De acordo com a publicação, a relação de Toffoli inicialmente é vista como de natureza comercial, por envolver a compra e a venda de parte do resort Tayayá, localizado no Paraná.
Já o caso de Moraes há elementos que ligam a atuação do ministro do STF para atender os interesses do banqueiro Daniel Vorcaro, dono do Banco Master, o que, para investigadores, já estaria colocando em prática uma operação visando à formação de uma maioria na Corte para barrar a abertura de um inquérito contra o ministro.
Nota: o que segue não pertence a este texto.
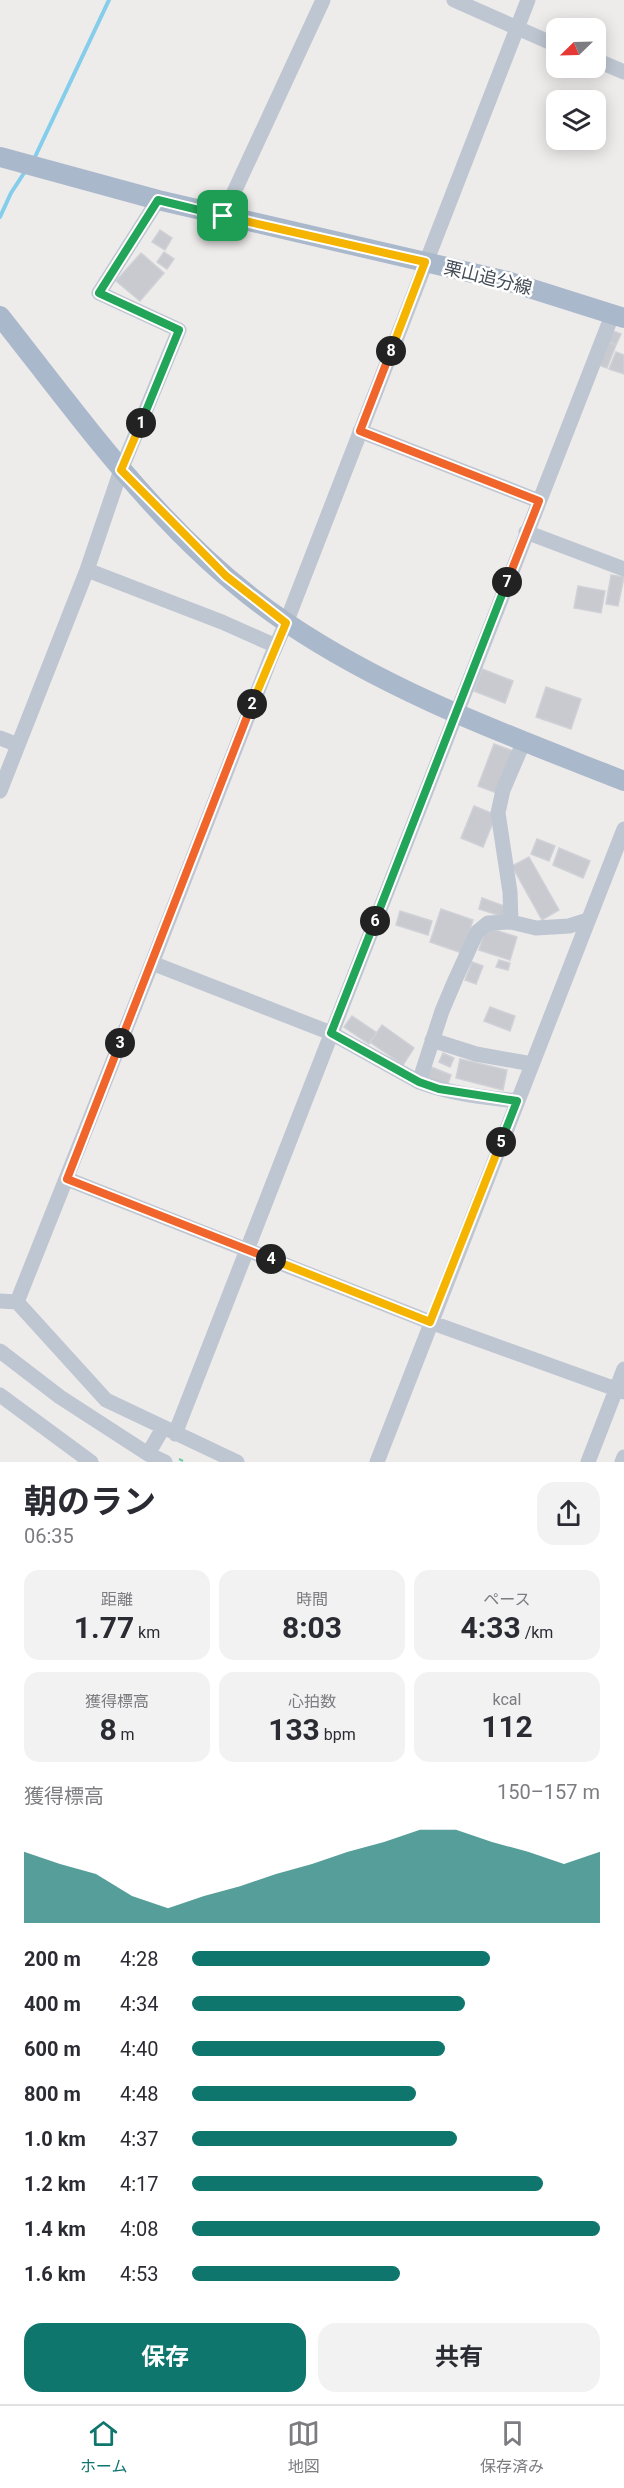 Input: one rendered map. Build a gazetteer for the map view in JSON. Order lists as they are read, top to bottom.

A operação consistiria em fragilizar a posição de Nunes Marques perante a opinião pública para que ele vote contra a abertura de um inquérito contra Moraes. Para isso, pessoas ligadas ao caso fizeram circular a informação de que o filho do ministro, Kevin de Carvalho Marques, recebeu R$ 281,6 mil por serviços prestados à Consult Inteligéncia Tributária, empresa que recebeu R$ 6,6 milhões do Banco Master.
No STF, Nunes Marques é visto como próximo ao ministro relator do caso Master, André Mendonça. No entanto, os investigadores avaliam que, caso o ministro entenda que ele ou o filho virem alvo, poderá barrar a investigação.
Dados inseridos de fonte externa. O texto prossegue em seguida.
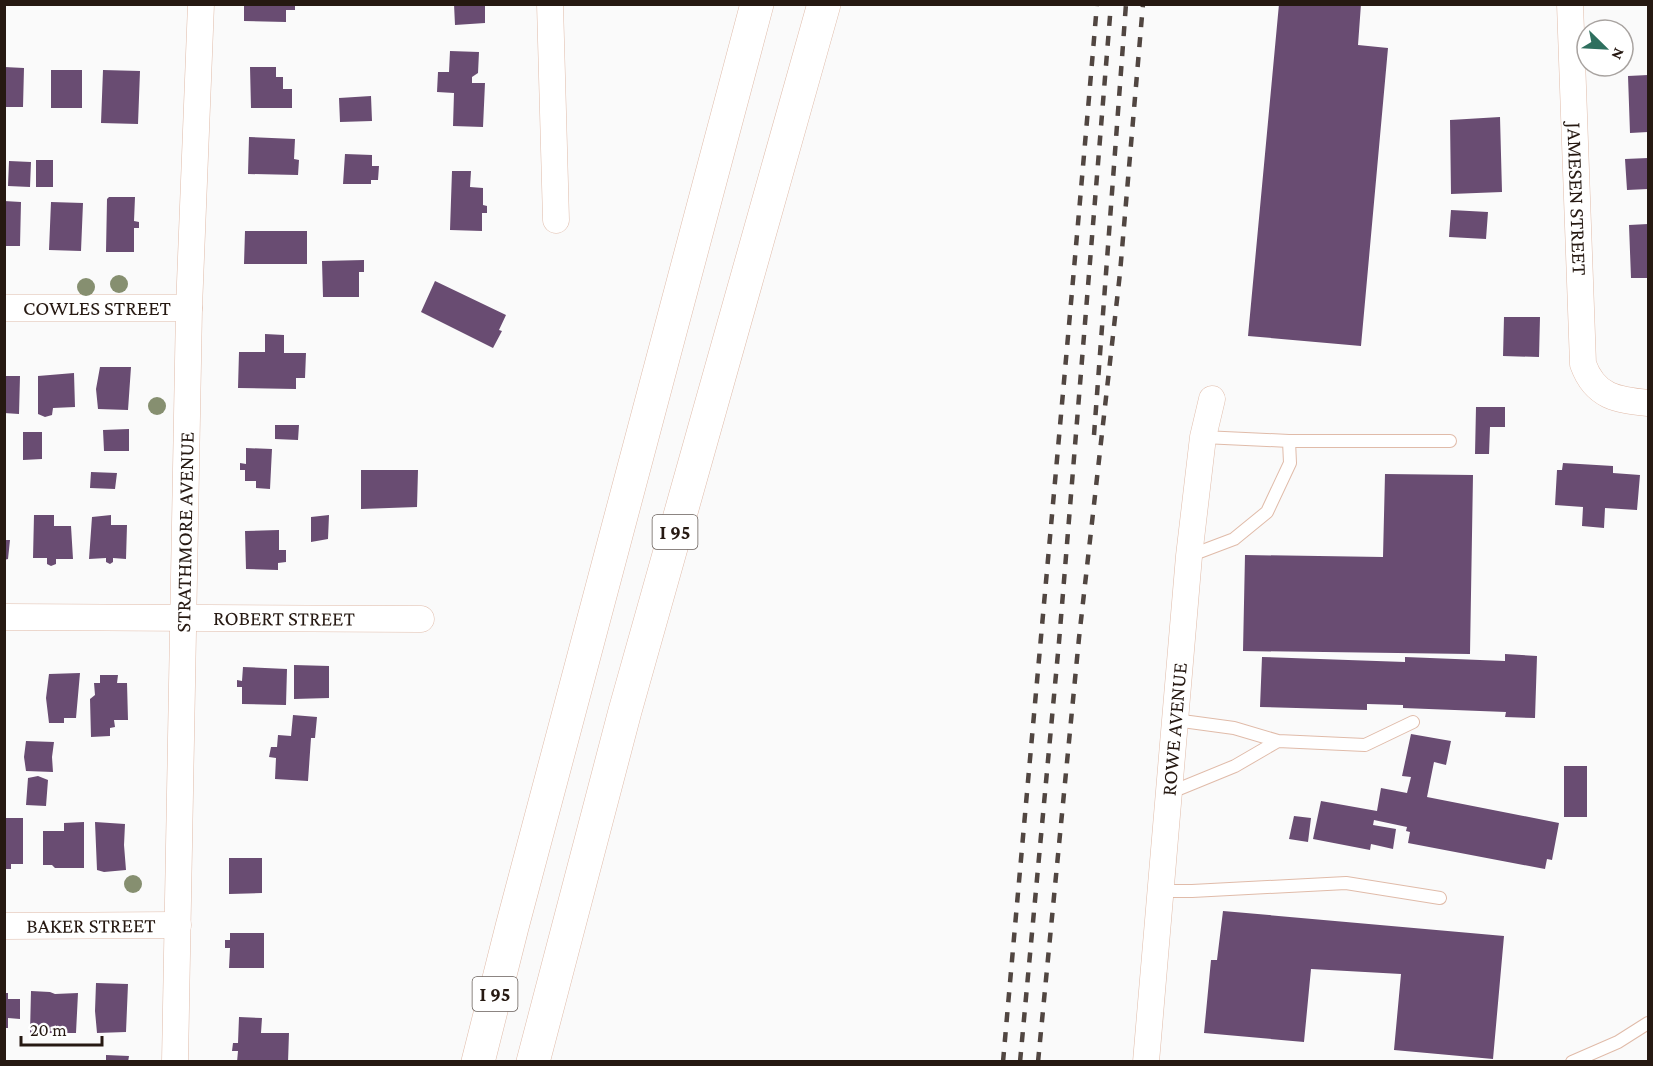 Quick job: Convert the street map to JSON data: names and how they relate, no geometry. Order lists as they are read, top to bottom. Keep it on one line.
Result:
{"streets":{"highway":["I 95"],"street":["JAMESEN STREET","COWLES STREET","STRATHMORE AVENUE","ROBERT STREET","ROWE AVENUE","BAKER STREET"]},"crossings":[["COWLES STREET","STRATHMORE AVENUE"],["STRATHMORE AVENUE","ROBERT STREET"],["STRATHMORE AVENUE","BAKER STREET"]],"scale_bar":"20 m","north":"bottom right"}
Pessoas que acompanham o caso acreditam que há uma maioria apertada a favor da abertura de uma investigação contra Moraes, contando com o apoio de Mendonça, Luiz Fux, Cármen Lúcia, Edson Fachin e Nunes Marques. Do outro lado estariam Cristiano Zanin, Dias Toffoli, Flávio Dino e Gilmar Mendes.
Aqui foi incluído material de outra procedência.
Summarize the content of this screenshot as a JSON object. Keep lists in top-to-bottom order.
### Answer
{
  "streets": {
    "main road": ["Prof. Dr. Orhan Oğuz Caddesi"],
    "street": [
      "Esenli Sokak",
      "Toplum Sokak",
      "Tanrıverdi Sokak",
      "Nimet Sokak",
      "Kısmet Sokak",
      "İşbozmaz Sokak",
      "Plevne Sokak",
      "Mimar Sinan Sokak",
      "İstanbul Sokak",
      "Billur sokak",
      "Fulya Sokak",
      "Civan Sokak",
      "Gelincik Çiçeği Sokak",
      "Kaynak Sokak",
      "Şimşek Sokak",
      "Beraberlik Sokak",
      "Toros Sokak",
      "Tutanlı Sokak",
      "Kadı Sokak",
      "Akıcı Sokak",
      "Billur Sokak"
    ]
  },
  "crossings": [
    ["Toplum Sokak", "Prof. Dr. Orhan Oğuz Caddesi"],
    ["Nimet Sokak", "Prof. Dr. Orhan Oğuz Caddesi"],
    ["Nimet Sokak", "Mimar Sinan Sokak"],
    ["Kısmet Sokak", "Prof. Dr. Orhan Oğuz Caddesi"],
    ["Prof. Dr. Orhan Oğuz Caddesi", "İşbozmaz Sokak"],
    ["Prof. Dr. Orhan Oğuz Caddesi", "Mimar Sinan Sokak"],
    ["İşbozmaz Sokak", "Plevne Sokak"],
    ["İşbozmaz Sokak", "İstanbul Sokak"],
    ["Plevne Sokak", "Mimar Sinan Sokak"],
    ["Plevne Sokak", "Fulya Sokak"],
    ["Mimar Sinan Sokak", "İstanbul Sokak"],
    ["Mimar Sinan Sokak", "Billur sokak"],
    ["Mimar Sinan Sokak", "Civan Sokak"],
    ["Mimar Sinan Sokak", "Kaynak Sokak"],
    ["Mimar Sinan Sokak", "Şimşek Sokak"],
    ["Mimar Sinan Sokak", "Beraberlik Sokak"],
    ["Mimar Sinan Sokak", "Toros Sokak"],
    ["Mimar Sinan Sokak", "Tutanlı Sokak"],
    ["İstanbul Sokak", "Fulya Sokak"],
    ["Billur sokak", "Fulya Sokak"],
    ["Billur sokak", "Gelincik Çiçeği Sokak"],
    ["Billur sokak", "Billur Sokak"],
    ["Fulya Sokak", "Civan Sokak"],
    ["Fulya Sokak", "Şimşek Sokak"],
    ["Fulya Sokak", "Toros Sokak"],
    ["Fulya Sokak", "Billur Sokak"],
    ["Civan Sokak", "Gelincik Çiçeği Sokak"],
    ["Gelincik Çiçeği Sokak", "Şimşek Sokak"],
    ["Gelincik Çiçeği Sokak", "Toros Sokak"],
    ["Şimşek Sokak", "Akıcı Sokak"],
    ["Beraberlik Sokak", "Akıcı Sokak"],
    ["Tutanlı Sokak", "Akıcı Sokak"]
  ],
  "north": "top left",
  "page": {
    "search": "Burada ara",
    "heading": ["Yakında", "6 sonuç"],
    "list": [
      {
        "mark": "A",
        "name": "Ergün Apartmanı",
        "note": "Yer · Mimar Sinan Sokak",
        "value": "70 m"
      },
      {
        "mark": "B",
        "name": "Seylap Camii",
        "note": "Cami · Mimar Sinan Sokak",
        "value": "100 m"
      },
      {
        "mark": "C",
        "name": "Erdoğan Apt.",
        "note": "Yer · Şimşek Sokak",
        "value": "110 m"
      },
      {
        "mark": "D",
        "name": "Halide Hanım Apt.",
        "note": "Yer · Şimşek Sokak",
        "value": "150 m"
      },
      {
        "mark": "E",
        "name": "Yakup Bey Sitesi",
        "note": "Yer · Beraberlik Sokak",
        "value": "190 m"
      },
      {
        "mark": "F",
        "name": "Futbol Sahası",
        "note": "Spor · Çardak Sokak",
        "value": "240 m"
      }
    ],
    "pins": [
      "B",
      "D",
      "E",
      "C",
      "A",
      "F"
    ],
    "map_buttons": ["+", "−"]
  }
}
Por enquanto, a expectativa é de que as investigações sejam concluídas em um mês. Além disso, a delação de Daniel Vorcaro também está em curso. As informações dadas pelo banqueiro serão comparadas com o que Vorcaro entregar. Em seguida, seria analisada uma eventual homologação da delação premiada pelo relator do caso no STF.